Benjamin’s father was a “carpenter” and he was brought up in the same trade. He went up to London while young and married Esther Best in St. George’s Church, Hanover Square in 1792. She was from Oxford. They were both less than twenty years of age when they married and they had eleven children (six boys and five girls) in the years that followed. They seems to have been baptists and several of their children (including a twelfth that was stillborn in 1802) were born in the “Lying in Hospital” in Holborn (Non-conformist and Non-Parochial Registers: 1657 – 1970: Ancestry.com). Perhaps surprisingly – given the uncertainties of life in those days – there was a delay of twelve years between the birth of their daughter Sarah Lucy Pinsent in 1800 and her baptism in 1812. Perhaps they deferred the baptism of their stronger children until they were old enough to understand the meaning of the ceremony.
Relatively few children born in big cities reached maturity in the early part of the 19th Century. Nevertheless, four of Benjamin’s daughters and two of his sons seem to have made it. I have yet to find the death records for some of the others but it is clear from the re-usage of Christian names that deaths did occur. Benjamin and Esther (a.k.a. “Hester”) had three sons called William and two who were named Benjamin.

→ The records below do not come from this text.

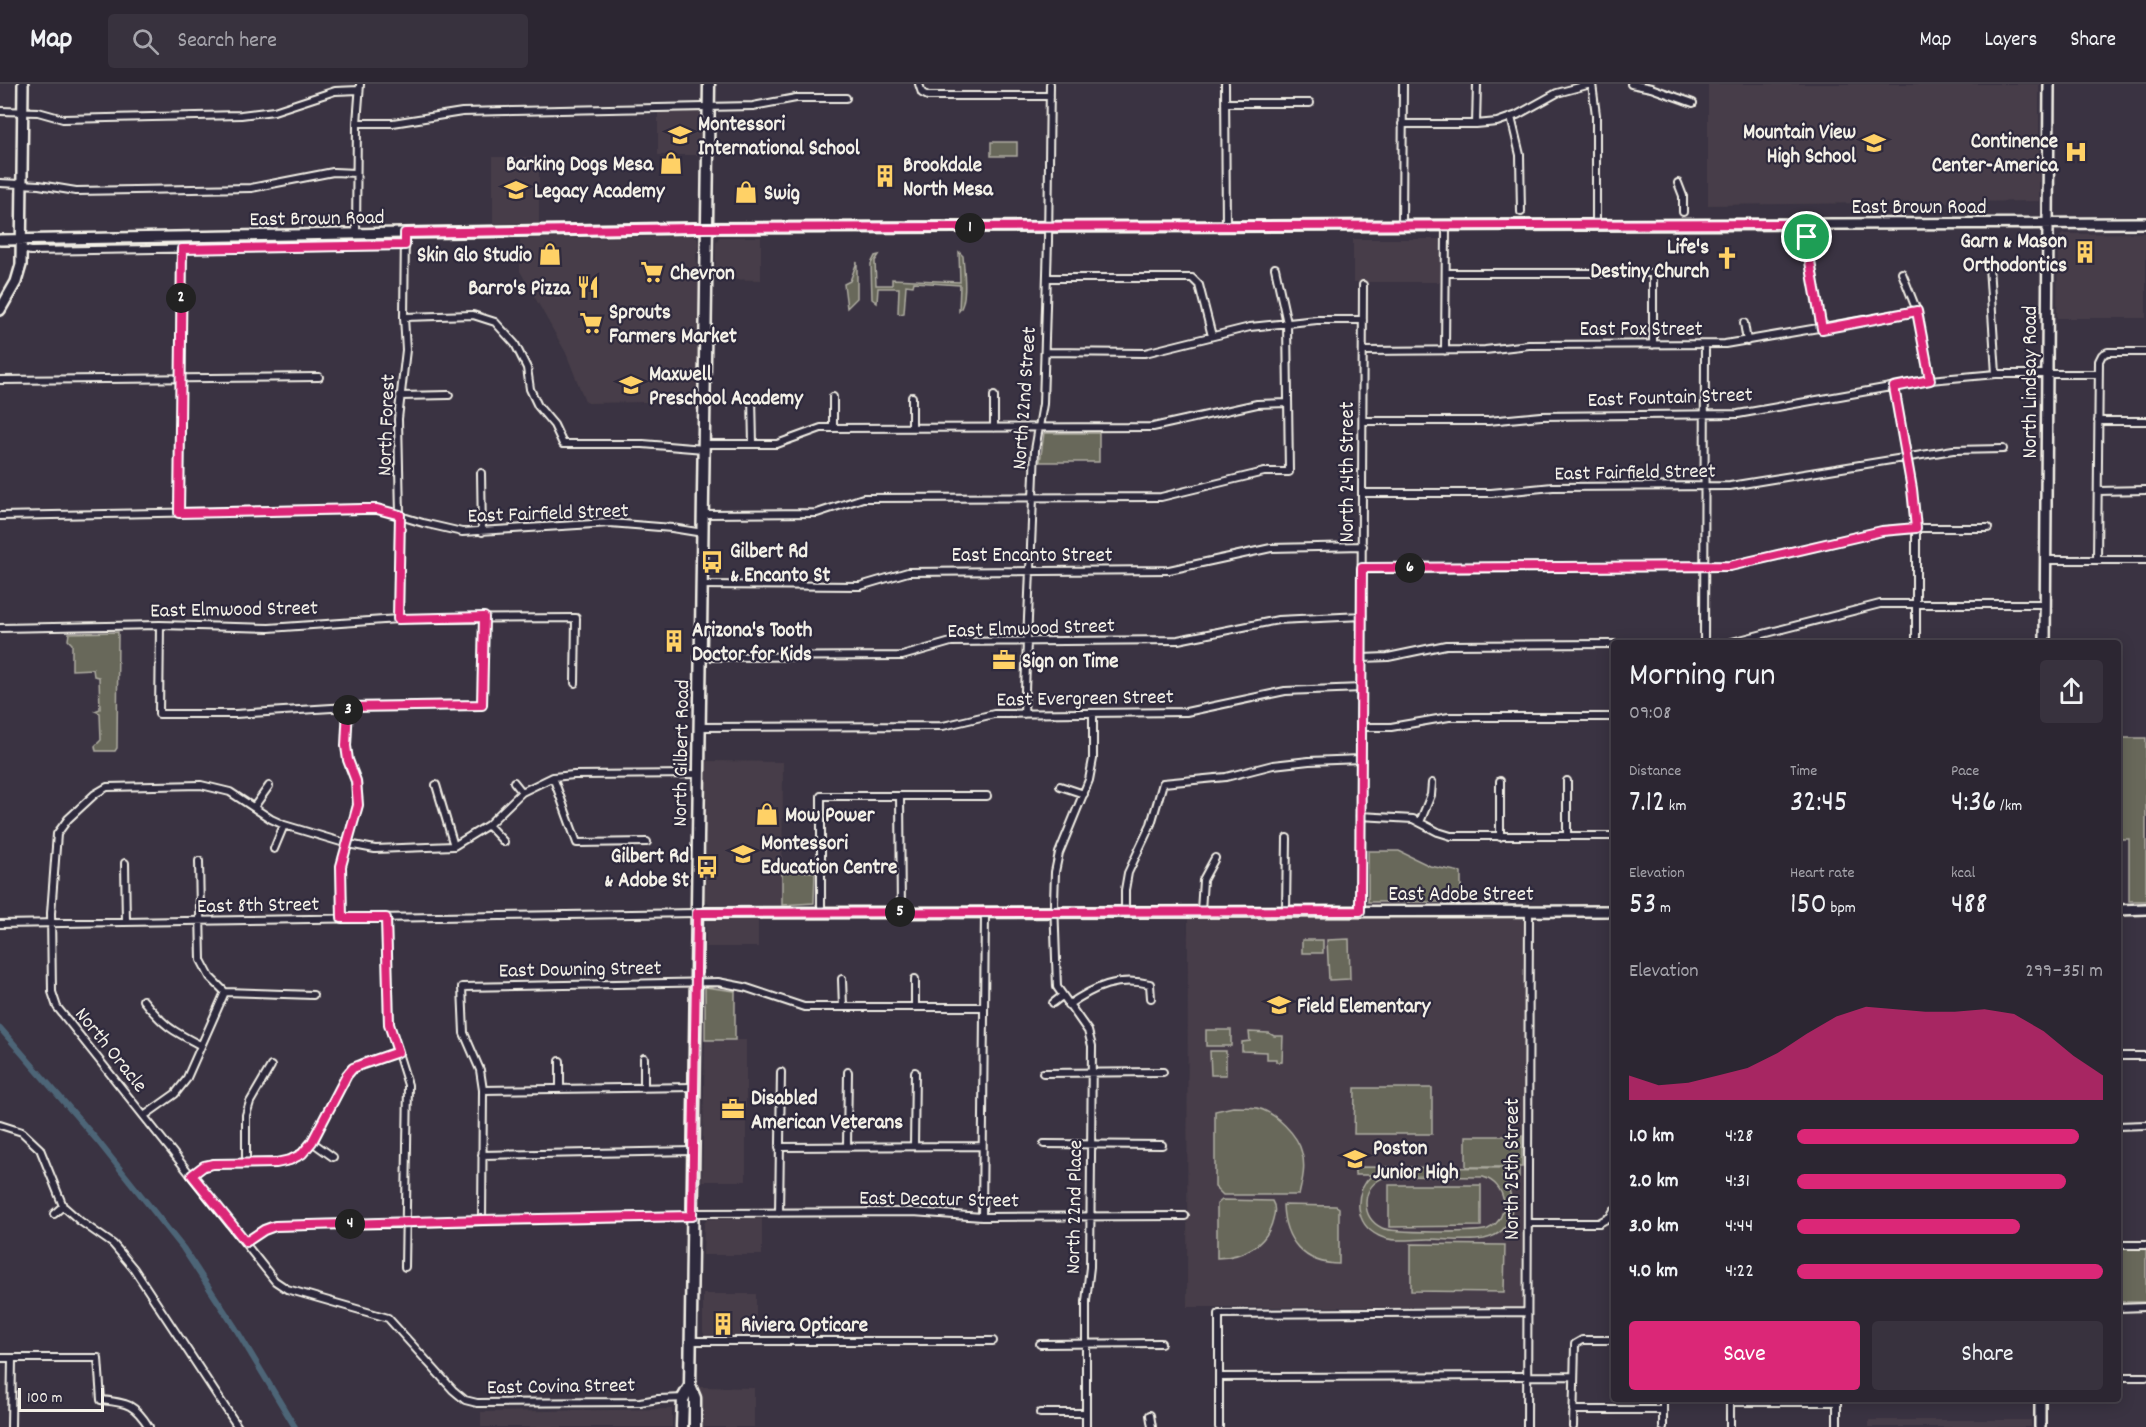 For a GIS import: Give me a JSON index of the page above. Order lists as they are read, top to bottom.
{
  "streets": {
    "main road": [
      "East Brown Road",
      "North Lindsay Road",
      "North Gilbert Road",
      "East Adobe Street"
    ],
    "street": [
      "East Fox Street",
      "East Fountain Street",
      "North 22nd Street",
      "North Forest",
      "East Fairfield Street",
      "North 24th Street",
      "East Encanto Street",
      "East Elmwood Street",
      "East Evergreen Street",
      "East 8th Street",
      "East Downing Street",
      "North Oracle",
      "North 25th Street",
      "East Decatur Street",
      "North 22nd Place",
      "East Covina Street"
    ]
  },
  "crossings": [
    ["East Brown Road", "North Lindsay Road"],
    ["East Brown Road", "North 22nd Street"],
    ["East Brown Road", "North Forest"],
    ["East Brown Road", "North Gilbert Road"],
    ["East Fox Street", "North 24th Street"],
    ["North Lindsay Road", "East Fountain Street"],
    ["East Fountain Street", "North 24th Street"],
    ["North 22nd Street", "East Encanto Street"],
    ["North 22nd Street", "East Elmwood Street"],
    ["North 22nd Street", "East Evergreen Street"],
    ["North Forest", "East Fairfield Street"],
    ["North Forest", "East Elmwood Street"],
    ["East Fairfield Street", "North 24th Street"],
    ["East Fairfield Street", "North Gilbert Road"],
    ["North 24th Street", "East Encanto Street"],
    ["North 24th Street", "East Elmwood Street"],
    ["North 24th Street", "East Evergreen Street"],
    ["North 24th Street", "East Adobe Street"],
    ["East Encanto Street", "North Gilbert Road"],
    ["East Elmwood Street", "North Gilbert Road"],
    ["East Evergreen Street", "North Gilbert Road"],
    ["East Evergreen Street", "North 22nd Place"],
    ["North Gilbert Road", "East Adobe Street"],
    ["North Gilbert Road", "East 8th Street"],
    ["North Gilbert Road", "East Downing Street"],
    ["North Gilbert Road", "East Decatur Street"],
    ["North Gilbert Road", "East Covina Street"],
    ["East Adobe Street", "East 8th Street"],
    ["East Adobe Street", "North 25th Street"],
    ["East Adobe Street", "North 22nd Place"],
    ["East 8th Street", "North Oracle"],
    ["North Oracle", "East Decatur Street"],
    ["North Oracle", "East Covina Street"],
    ["East Decatur Street", "North 22nd Place"]
  ],
  "places": {
    "school or university": [
      "Montessori International School",
      "Mountain View High School",
      "Legacy Academy",
      "Maxwell Preschool Academy",
      "Montessori Education Centre",
      "Field Elementary",
      "Poston Junior High"
    ],
    "hospital": ["Continence Center-America"],
    "shop": [
      "Barking Dogs Mesa",
      "Swig",
      "Skin Glo Studio",
      "Mow Power"
    ],
    "building": [
      "Brookdale North Mesa",
      "Garn & Mason Orthodontics",
      "Arizona's Tooth Doctor for Kids",
      "Riviera Opticare"
    ],
    "church": ["Life's Destiny Church"],
    "supermarket": ["Chevron", "Sprouts Farmers Market"],
    "restaurant": ["Barro's Pizza"],
    "bus stop": ["Gilbert Rd & Encanto St", "Gilbert Rd & Adobe St"],
    "office": ["Sign on Time", "Disabled American Veterans"]
  },
  "scale_bar": "100 m",
  "page": {
    "header": "Map",
    "search": "Search here",
    "nav": ["Map", "Layers", "Share"],
    "pins": [
      "1",
      "2",
      "6",
      "3",
      "5",
      "4"
    ],
    "heading": ["Morning run", "09:08"],
    "stats": [
      ["Distance", "7.12 km"],
      ["Time", "32:45"],
      ["Pace", "4:36 /km"],
      ["Elevation", "53 m"],
      ["Heart rate", "150 bpm"],
      ["kcal", "488"]
    ],
    "chart": ["Elevation", "299–351 m"],
    "list": [
      {
        "name": "1.0 km",
        "note": "4:28"
      },
      {
        "name": "2.0 km",
        "note": "4:31"
      },
      {
        "name": "3.0 km",
        "note": "4:44"
      },
      {
        "name": "4.0 km",
        "note": "4:22"
      }
    ],
    "buttons": ["Save", "Share"],
    "scale": "100 m"
  }
} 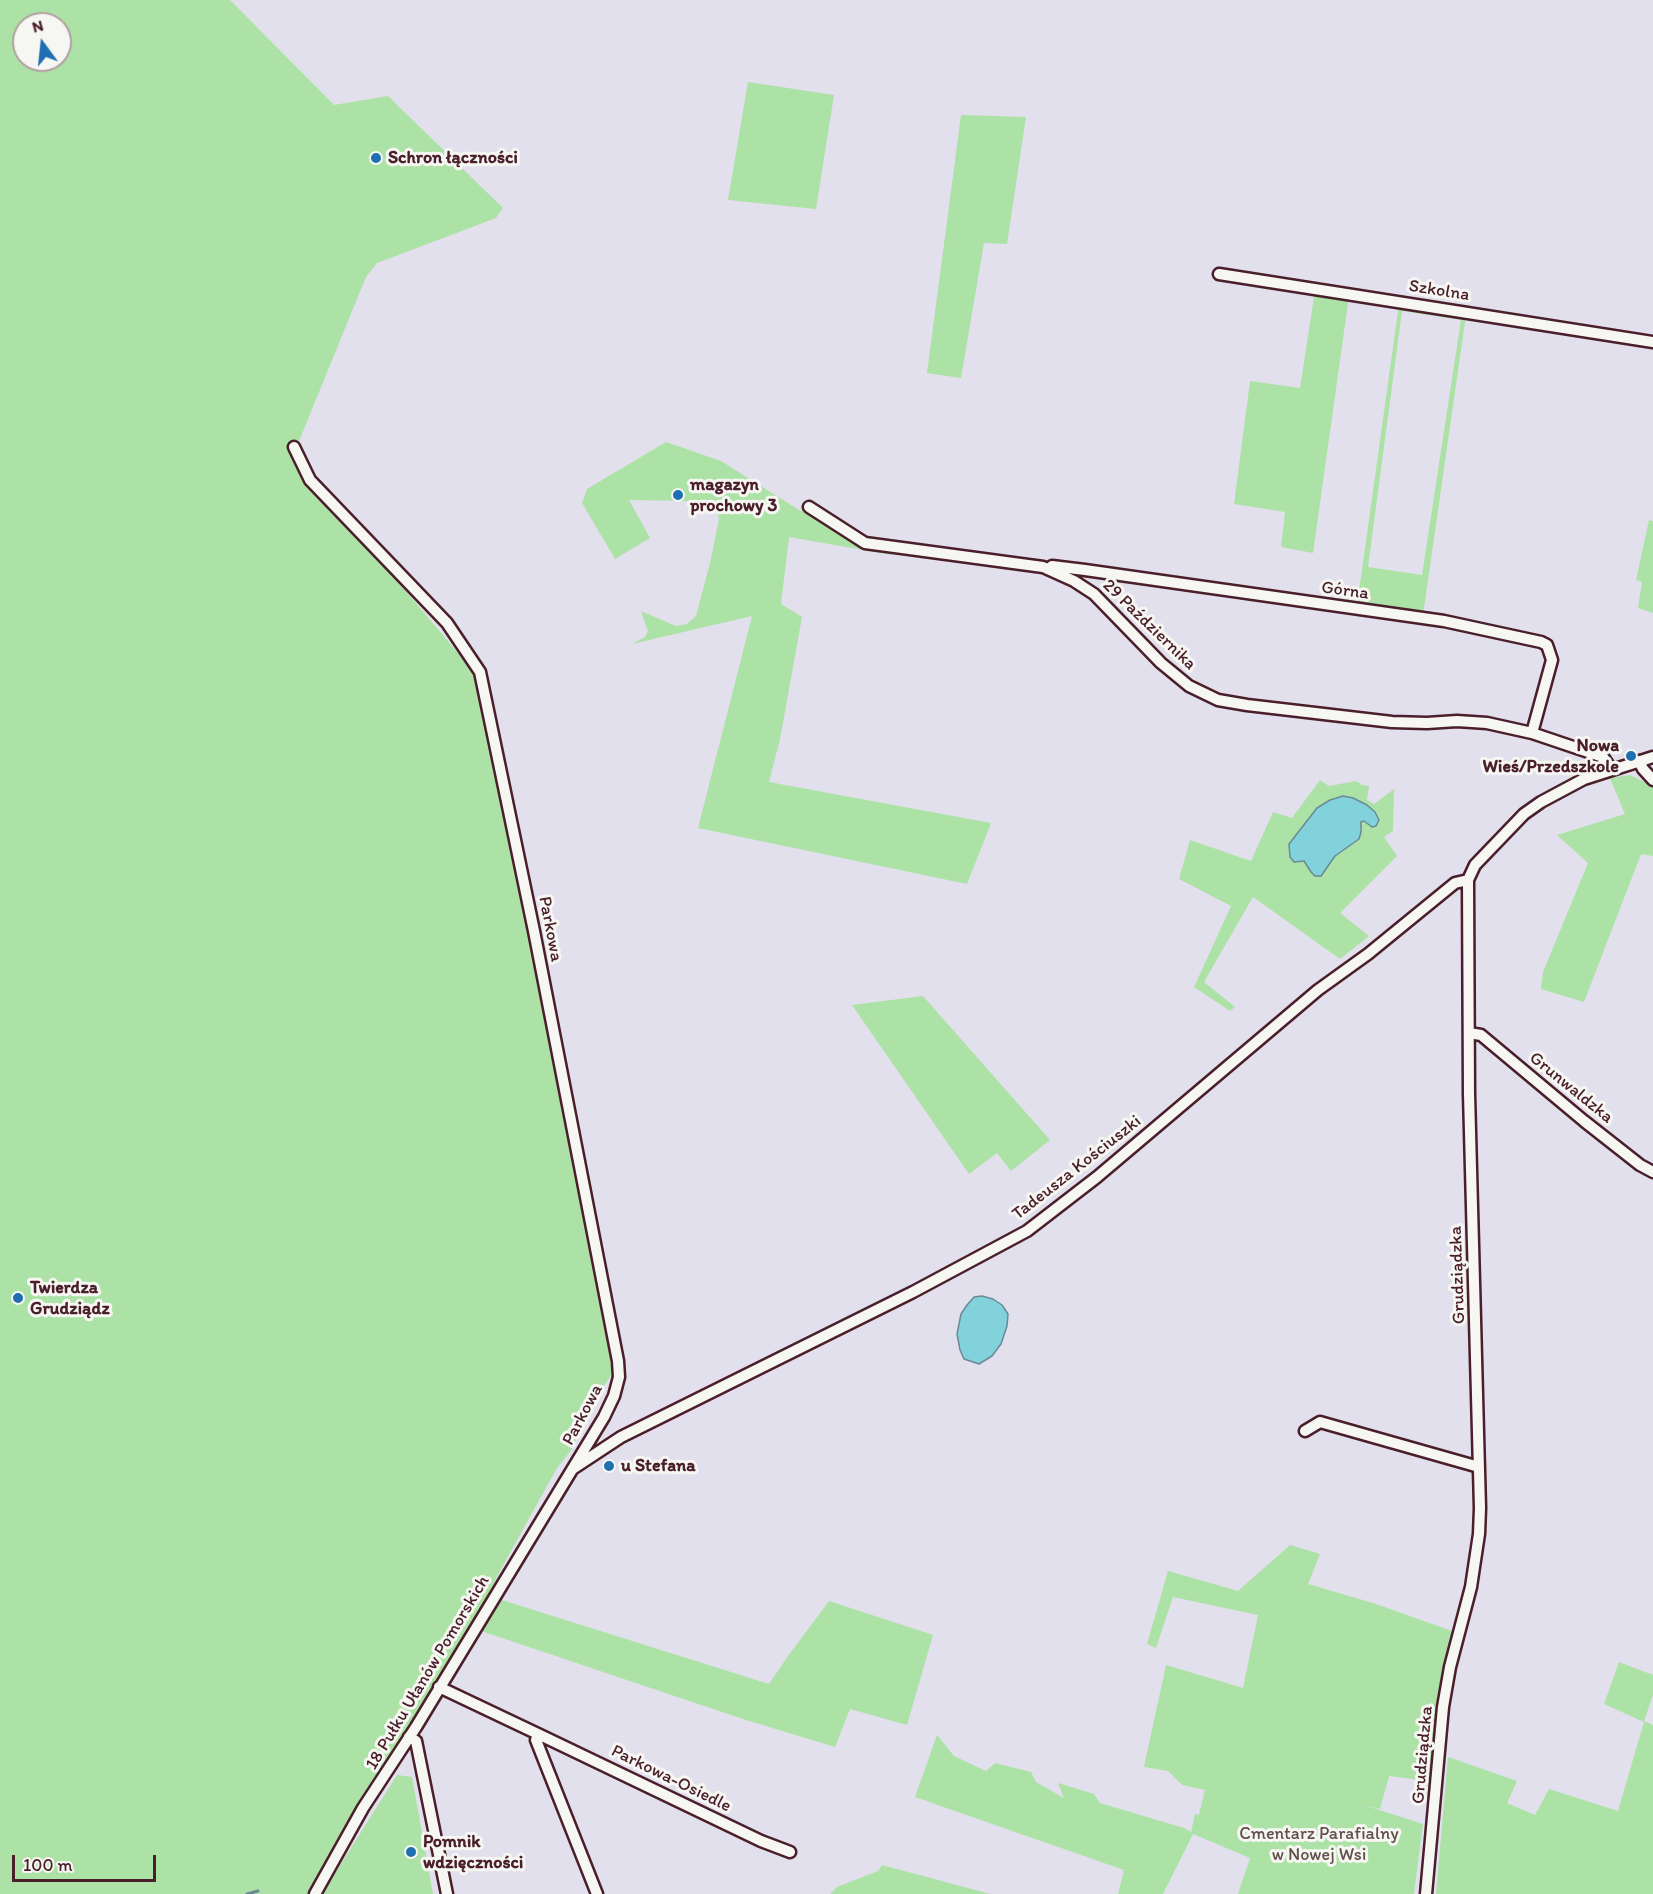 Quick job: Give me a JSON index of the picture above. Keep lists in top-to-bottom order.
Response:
{
  "streets": {
    "street": [
      "Szkolna",
      "Górna",
      "29 Października",
      "Parkowa",
      "Grunwaldzka",
      "Tadeusza Kościuszki",
      "Grudziądzka",
      "18 Pułku Ułanów Pomorskich",
      "Parkowa-Osiedle"
    ]
  },
  "crossings": [
    ["Górna", "29 Października"],
    ["Parkowa", "Tadeusza Kościuszki"],
    ["Parkowa", "18 Pułku Ułanów Pomorskich"],
    ["Grunwaldzka", "Grudziądzka"],
    ["Tadeusza Kościuszki", "Grudziądzka"],
    ["Tadeusza Kościuszki", "18 Pułku Ułanów Pomorskich"],
    ["18 Pułku Ułanów Pomorskich", "Parkowa-Osiedle"]
  ],
  "parks": ["Cmentarz Parafialny w Nowej Wsi"],
  "places": [
    "Schron łączności",
    "magazyn prochowy 3",
    "Nowa Wieś/Przedszkole",
    "Twierdza Grudziądz",
    "u Stefana",
    "Pomnik wdzięczności"
  ],
  "scale_bar": "100 m",
  "north": "top"
}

London was not a particularly pleasant place to live in around then. Baptismal records show that Benjamin and Ester’s eldest daughter, Ann Pinsent, had an illegitimate daughter by a “saddler”, Thomas Hammond when she was sixteen years old. She was baptized in St. Giles in the Fields, in Holborn in 1813. In 1826, this child, Mary Ann Sarah Pinsent/Hammond, found herself up on a charge of murder in “Hatton Police Court”. Evidently, she had been seen disposing of a bundle – which turned out to be an infant child – in a water closet. She was only thirteen and the evidence suggested that she was disposing of the body for another girl (Star (London): Wednesday 12th April 1826). Nevertheless, Mary Ann was remanded pending further investigations. Ann Pinsent’s youngest sister Amelia Pinsent had an illegitimate son, William Thomas George Pinsent who was baptized in St. Pancras Old Church in 1838 – although he was probably born ten years previously (London, England, Church of England Births, and Baptisms, 1813-1917: Ancestry.com). What happened to him is unclear. However, his mother married John Moffat, in Clerkenwell in 1856 and he may have became a “Moffat”.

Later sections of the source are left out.